Supplied information:
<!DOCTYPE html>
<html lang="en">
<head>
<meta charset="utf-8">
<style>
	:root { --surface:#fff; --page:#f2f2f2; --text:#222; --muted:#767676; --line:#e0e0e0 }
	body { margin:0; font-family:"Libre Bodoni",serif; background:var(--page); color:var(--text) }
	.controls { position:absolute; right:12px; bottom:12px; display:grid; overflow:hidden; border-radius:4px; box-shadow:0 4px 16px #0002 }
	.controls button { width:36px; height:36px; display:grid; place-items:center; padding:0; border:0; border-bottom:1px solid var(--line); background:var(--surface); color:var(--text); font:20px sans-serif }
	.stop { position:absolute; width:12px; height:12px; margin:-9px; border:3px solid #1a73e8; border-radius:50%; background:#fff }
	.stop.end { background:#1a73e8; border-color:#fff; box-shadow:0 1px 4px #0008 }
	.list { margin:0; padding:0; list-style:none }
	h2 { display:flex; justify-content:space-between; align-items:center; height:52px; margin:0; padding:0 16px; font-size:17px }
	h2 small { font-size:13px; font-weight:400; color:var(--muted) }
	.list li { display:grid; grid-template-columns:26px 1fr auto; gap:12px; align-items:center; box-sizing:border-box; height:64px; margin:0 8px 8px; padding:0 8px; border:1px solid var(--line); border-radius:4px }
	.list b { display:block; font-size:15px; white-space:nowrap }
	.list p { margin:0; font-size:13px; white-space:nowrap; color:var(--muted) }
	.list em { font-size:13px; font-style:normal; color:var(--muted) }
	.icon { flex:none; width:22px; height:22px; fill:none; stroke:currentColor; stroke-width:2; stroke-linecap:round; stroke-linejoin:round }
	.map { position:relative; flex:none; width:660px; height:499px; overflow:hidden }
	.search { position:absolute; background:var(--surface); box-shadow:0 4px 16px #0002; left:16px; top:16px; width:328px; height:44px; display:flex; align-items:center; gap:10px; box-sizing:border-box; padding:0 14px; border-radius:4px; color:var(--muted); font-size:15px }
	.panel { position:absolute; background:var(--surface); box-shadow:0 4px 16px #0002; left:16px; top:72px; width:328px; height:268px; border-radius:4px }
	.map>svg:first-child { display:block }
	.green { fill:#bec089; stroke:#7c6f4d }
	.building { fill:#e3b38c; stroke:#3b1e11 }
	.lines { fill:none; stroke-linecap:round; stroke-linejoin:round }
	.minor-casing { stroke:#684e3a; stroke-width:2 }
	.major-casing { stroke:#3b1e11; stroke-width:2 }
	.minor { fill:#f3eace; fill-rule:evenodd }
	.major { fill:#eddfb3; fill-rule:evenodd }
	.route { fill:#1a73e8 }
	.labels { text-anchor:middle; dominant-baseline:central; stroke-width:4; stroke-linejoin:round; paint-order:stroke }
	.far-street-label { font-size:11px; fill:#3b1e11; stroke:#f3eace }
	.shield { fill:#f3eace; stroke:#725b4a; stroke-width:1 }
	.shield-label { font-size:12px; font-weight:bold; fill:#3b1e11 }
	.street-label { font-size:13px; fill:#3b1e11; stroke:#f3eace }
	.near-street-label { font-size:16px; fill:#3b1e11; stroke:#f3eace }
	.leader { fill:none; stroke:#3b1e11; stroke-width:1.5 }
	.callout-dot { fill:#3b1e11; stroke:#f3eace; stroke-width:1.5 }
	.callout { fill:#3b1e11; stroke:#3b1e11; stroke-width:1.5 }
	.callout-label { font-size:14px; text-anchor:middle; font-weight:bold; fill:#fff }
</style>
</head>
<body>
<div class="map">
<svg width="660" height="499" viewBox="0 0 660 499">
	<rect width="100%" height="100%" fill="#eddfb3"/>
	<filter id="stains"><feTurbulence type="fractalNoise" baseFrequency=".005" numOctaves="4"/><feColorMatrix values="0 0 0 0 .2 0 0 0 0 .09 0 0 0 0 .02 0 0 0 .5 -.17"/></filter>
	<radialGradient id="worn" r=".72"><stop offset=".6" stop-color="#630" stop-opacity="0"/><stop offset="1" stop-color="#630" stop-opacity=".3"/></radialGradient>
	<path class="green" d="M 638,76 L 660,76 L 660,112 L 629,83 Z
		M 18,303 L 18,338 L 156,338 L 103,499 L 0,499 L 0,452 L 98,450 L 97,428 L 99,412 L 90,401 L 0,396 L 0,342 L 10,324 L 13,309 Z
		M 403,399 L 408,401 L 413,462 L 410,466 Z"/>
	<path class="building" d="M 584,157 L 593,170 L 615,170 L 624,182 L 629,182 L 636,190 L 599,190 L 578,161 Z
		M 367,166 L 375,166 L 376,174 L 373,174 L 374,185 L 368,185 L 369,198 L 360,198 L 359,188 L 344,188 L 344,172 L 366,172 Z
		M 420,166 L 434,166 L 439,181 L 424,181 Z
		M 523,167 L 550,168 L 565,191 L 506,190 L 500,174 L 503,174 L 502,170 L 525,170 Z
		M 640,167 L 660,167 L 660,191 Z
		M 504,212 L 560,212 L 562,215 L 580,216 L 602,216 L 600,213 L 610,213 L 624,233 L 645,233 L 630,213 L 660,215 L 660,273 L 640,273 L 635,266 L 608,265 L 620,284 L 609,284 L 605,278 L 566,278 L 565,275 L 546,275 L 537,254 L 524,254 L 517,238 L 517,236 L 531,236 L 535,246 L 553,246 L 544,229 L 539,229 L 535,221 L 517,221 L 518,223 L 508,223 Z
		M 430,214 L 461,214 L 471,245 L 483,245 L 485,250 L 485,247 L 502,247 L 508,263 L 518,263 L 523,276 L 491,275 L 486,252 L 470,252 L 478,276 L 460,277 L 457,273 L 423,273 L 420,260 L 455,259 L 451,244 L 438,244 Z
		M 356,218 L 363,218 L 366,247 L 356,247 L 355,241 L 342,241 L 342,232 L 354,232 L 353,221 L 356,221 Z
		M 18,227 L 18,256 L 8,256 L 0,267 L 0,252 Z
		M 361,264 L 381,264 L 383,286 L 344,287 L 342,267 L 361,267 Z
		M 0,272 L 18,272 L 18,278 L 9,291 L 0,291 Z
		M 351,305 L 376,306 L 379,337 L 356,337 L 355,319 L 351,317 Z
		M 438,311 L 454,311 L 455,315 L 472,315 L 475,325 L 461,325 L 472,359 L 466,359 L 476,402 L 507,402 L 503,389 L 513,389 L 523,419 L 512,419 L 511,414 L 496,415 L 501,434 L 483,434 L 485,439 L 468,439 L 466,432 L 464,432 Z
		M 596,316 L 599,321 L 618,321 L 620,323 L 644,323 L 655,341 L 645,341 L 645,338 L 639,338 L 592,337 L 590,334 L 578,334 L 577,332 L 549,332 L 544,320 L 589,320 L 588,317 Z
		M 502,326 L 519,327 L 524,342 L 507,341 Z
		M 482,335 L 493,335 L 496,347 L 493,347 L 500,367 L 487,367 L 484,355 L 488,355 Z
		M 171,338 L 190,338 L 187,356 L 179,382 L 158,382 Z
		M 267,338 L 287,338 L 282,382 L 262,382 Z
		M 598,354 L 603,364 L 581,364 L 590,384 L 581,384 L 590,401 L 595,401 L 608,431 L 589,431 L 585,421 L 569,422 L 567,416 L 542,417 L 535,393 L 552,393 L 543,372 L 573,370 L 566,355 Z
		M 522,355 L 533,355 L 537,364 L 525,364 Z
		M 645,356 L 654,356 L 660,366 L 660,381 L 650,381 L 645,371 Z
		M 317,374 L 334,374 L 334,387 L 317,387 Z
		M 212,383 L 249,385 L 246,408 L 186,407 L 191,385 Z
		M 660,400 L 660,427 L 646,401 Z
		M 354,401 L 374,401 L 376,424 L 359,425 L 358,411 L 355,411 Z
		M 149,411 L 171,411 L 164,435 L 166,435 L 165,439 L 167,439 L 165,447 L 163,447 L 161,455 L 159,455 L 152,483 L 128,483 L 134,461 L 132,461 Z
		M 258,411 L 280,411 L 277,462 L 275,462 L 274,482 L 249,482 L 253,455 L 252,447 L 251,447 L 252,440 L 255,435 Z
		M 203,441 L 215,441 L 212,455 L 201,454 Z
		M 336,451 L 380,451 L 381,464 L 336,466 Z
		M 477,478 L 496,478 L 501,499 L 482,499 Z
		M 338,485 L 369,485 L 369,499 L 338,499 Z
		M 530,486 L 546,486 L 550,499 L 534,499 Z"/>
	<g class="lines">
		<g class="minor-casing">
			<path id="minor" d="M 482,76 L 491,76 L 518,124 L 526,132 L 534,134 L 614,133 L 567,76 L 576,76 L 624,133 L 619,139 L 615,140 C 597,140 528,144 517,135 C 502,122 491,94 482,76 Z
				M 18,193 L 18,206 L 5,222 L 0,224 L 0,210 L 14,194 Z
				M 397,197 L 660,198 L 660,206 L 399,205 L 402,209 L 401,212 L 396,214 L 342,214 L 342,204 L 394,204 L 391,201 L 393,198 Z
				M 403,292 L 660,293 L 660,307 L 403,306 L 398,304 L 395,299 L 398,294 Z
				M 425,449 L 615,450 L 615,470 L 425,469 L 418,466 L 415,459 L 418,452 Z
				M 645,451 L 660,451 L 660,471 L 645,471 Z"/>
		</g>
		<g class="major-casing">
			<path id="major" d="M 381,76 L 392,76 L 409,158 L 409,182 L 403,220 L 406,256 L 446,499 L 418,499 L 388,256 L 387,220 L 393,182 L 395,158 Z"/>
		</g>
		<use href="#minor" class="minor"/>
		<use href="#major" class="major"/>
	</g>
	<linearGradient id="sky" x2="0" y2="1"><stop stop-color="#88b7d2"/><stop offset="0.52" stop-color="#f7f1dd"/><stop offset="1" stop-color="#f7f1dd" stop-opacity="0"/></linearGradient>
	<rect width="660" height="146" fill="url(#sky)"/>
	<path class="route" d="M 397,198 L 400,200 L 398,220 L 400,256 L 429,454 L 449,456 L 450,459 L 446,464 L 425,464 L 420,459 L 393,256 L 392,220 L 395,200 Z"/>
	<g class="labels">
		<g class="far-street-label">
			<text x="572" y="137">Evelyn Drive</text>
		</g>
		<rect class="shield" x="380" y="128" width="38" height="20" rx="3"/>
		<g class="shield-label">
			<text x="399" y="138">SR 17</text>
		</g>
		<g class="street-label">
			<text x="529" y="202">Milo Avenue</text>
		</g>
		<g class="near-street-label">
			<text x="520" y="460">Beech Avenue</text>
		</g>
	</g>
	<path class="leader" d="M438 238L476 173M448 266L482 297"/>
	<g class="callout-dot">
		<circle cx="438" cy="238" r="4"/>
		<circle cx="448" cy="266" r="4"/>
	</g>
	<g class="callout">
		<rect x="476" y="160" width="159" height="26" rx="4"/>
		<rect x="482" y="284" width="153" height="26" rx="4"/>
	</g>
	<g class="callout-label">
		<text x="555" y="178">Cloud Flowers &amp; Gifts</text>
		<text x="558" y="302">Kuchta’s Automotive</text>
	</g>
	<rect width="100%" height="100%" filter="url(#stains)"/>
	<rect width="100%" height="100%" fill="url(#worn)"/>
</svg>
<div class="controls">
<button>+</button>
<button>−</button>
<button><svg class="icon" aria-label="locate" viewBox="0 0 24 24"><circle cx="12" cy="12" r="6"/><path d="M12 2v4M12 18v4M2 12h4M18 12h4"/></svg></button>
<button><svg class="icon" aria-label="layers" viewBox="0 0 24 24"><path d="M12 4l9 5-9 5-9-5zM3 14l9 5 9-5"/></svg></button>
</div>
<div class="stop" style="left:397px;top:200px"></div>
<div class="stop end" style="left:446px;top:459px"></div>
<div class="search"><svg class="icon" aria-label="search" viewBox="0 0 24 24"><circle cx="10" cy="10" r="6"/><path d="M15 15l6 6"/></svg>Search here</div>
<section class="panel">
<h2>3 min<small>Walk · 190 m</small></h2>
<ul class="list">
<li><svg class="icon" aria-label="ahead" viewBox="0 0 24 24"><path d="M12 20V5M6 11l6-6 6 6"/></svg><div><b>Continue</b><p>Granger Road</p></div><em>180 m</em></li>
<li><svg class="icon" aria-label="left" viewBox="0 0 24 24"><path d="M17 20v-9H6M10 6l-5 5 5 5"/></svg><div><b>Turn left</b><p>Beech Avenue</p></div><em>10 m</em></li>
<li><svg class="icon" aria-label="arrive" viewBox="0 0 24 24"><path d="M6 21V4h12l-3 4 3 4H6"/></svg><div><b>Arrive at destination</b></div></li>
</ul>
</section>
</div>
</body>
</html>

Requirement:
Line count for "evenodd": say how many lines of the entries above include that word, and give only the number.

Response area:
2